▶ **Exercise directions**:
Tally the lines below that include the string "shadow". Reply with the total only.

Provided material Start Marker

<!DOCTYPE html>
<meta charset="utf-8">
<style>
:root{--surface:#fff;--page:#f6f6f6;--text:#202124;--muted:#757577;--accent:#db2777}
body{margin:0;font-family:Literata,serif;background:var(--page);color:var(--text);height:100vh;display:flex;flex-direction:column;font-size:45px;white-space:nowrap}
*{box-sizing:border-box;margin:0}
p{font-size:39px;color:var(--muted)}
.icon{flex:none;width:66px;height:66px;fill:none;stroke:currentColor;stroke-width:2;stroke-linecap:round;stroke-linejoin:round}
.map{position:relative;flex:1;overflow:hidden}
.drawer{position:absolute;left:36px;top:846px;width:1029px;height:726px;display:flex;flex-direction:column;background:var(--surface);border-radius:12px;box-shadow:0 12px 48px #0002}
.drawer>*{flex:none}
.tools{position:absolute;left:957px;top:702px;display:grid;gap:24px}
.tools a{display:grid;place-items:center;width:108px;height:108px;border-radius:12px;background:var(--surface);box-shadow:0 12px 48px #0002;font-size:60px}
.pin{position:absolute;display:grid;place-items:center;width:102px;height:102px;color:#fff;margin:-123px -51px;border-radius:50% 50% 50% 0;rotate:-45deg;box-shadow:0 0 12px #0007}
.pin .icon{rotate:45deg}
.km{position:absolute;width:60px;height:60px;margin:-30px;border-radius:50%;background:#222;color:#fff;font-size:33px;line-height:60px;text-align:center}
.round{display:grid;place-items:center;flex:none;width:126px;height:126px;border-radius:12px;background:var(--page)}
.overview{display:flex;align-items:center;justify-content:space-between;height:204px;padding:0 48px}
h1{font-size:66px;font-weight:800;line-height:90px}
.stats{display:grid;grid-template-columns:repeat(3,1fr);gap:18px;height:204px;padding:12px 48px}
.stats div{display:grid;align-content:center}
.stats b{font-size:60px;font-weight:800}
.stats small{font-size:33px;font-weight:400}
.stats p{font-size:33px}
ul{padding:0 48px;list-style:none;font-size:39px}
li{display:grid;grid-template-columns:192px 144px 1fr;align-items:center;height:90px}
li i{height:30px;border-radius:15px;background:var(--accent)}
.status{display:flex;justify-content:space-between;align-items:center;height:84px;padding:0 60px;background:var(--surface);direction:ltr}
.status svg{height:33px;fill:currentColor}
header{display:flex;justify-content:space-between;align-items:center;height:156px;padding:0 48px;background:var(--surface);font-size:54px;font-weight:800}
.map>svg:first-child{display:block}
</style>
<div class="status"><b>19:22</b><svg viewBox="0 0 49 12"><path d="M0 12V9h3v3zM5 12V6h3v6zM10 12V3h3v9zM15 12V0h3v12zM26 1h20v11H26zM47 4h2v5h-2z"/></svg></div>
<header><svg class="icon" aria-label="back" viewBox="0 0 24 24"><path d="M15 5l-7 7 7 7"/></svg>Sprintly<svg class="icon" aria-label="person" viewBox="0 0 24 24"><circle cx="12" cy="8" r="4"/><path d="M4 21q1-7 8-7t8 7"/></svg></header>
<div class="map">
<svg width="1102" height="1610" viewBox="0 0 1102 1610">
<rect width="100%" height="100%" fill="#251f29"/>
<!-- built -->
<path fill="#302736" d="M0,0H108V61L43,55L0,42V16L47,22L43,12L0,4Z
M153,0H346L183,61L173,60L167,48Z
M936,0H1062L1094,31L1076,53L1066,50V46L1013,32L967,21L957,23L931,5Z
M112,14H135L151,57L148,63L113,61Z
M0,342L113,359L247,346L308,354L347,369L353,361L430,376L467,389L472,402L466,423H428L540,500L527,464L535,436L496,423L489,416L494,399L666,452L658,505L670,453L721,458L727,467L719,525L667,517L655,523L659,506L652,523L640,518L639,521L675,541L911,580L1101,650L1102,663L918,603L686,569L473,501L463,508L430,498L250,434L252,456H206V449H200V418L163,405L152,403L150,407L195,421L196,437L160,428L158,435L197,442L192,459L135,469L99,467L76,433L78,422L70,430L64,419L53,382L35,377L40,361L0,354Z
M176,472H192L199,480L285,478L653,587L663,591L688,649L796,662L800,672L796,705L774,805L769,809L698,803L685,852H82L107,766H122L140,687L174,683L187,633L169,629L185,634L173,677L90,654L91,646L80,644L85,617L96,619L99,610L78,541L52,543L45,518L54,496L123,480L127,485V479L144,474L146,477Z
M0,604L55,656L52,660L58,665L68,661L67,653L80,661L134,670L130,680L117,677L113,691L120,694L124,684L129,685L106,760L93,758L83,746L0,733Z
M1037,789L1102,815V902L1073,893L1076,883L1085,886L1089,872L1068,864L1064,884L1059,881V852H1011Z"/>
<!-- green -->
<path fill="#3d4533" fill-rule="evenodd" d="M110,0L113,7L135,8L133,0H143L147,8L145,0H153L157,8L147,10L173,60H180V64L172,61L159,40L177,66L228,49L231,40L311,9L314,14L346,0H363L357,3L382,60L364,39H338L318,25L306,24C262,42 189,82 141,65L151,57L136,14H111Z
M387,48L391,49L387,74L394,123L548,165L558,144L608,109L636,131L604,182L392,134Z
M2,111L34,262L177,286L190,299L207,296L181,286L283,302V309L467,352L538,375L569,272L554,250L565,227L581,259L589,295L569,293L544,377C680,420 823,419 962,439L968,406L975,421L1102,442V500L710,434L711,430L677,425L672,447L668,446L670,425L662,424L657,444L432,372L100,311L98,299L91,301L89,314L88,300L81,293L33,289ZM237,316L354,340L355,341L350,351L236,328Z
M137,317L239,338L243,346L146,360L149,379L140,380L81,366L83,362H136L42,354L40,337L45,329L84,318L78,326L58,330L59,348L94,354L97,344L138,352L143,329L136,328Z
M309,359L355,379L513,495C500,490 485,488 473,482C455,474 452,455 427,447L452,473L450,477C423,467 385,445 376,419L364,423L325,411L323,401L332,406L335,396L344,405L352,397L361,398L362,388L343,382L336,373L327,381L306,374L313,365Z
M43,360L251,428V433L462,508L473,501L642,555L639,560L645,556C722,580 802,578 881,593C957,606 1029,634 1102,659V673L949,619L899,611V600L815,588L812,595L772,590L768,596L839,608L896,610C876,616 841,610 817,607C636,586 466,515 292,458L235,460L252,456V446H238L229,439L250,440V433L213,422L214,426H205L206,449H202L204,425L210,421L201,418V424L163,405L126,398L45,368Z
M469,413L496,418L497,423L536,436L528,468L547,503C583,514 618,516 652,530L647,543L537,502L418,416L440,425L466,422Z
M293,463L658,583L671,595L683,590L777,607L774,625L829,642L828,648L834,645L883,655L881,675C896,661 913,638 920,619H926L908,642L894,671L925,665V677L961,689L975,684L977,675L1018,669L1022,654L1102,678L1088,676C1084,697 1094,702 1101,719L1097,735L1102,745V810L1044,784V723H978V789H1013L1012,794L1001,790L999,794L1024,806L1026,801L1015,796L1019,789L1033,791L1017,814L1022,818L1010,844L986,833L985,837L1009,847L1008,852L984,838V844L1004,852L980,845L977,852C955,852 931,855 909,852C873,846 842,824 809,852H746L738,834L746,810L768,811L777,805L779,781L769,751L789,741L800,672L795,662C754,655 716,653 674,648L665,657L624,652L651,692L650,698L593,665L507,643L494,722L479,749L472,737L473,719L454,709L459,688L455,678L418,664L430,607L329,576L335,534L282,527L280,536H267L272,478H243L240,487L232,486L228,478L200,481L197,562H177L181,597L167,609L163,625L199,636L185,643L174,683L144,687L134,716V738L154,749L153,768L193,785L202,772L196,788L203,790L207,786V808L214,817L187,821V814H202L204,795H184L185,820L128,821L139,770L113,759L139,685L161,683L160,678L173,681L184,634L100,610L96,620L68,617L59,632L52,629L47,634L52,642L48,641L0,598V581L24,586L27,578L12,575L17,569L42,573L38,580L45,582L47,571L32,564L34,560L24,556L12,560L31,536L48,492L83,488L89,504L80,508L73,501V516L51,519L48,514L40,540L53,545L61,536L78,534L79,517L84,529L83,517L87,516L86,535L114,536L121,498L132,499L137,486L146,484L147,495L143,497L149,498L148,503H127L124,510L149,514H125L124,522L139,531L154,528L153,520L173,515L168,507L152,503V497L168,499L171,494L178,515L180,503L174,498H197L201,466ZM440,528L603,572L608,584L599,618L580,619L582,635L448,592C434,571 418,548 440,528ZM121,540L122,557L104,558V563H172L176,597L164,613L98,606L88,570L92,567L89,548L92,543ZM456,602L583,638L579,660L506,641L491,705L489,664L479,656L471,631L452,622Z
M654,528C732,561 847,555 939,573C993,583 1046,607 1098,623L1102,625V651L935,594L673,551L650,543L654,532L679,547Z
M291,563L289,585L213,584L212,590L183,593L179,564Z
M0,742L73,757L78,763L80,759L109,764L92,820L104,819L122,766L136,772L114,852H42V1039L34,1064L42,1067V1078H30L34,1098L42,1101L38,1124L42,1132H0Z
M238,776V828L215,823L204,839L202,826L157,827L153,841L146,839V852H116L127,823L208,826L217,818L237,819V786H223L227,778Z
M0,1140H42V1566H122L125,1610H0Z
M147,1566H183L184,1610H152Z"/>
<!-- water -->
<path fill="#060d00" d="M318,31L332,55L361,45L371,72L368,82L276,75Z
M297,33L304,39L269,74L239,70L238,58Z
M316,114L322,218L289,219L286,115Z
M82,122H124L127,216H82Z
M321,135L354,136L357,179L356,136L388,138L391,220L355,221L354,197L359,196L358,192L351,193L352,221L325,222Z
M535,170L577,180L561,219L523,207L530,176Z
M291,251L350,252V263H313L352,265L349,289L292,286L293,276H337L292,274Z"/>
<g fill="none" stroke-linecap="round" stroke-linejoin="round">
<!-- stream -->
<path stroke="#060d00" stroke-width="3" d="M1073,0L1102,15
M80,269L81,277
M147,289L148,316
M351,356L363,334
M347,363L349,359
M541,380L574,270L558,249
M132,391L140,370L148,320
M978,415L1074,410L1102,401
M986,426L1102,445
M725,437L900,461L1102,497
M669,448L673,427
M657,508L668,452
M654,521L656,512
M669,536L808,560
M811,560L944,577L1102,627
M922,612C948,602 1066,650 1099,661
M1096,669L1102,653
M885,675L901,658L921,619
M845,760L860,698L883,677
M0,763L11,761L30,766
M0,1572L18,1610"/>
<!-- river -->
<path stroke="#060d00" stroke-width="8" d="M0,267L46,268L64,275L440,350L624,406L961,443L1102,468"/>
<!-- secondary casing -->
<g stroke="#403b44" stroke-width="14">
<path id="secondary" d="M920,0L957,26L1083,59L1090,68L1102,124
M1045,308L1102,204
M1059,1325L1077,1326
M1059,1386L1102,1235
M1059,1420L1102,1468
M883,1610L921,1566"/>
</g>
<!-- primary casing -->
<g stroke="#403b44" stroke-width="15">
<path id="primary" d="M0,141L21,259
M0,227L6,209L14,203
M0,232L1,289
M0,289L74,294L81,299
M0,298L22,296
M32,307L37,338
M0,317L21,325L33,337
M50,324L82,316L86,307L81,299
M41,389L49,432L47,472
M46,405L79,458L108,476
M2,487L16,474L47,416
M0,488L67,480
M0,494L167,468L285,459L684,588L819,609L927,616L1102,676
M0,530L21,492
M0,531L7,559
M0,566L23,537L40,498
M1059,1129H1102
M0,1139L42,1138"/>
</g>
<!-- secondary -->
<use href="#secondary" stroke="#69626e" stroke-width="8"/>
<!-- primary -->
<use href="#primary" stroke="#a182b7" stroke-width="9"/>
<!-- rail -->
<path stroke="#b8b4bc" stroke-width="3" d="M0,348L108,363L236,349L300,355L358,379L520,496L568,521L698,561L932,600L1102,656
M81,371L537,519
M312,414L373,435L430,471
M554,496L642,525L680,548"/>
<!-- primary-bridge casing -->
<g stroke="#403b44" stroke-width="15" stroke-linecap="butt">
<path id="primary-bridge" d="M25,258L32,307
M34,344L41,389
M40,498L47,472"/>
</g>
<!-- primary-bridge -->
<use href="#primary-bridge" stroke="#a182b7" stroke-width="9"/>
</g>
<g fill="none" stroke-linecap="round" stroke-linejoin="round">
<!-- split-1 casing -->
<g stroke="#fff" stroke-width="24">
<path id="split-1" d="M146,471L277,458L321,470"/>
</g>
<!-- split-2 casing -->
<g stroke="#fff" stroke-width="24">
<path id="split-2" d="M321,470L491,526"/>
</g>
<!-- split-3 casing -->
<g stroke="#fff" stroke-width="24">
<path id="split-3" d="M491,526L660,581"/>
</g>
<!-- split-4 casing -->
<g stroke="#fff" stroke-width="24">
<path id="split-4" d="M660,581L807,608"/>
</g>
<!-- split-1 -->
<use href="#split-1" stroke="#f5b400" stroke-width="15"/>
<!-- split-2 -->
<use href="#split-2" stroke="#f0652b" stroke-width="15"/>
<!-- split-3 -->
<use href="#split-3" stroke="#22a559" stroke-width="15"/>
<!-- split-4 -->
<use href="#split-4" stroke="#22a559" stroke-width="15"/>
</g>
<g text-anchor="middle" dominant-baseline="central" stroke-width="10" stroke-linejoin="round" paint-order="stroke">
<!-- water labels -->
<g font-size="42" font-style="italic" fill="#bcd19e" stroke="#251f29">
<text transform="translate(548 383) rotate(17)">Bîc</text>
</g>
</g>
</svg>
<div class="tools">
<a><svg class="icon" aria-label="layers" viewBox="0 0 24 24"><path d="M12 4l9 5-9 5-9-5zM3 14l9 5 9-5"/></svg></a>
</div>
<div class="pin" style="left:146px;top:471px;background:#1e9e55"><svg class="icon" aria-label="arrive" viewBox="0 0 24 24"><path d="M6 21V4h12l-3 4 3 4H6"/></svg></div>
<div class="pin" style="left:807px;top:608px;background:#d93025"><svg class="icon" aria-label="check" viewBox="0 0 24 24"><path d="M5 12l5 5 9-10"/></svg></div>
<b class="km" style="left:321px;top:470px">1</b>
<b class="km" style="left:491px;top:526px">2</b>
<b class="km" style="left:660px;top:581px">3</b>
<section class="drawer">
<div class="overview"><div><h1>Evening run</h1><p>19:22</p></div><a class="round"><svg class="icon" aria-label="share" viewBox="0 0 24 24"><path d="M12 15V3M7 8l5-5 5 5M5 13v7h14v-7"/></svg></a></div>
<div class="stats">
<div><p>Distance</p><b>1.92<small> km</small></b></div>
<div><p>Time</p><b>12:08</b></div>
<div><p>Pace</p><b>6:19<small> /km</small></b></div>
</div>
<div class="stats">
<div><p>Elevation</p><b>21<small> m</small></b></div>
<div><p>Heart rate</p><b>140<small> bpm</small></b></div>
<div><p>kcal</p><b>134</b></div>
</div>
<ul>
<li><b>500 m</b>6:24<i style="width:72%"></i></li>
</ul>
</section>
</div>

Provided material End Marker

▶ **Answer to the exercise**:
3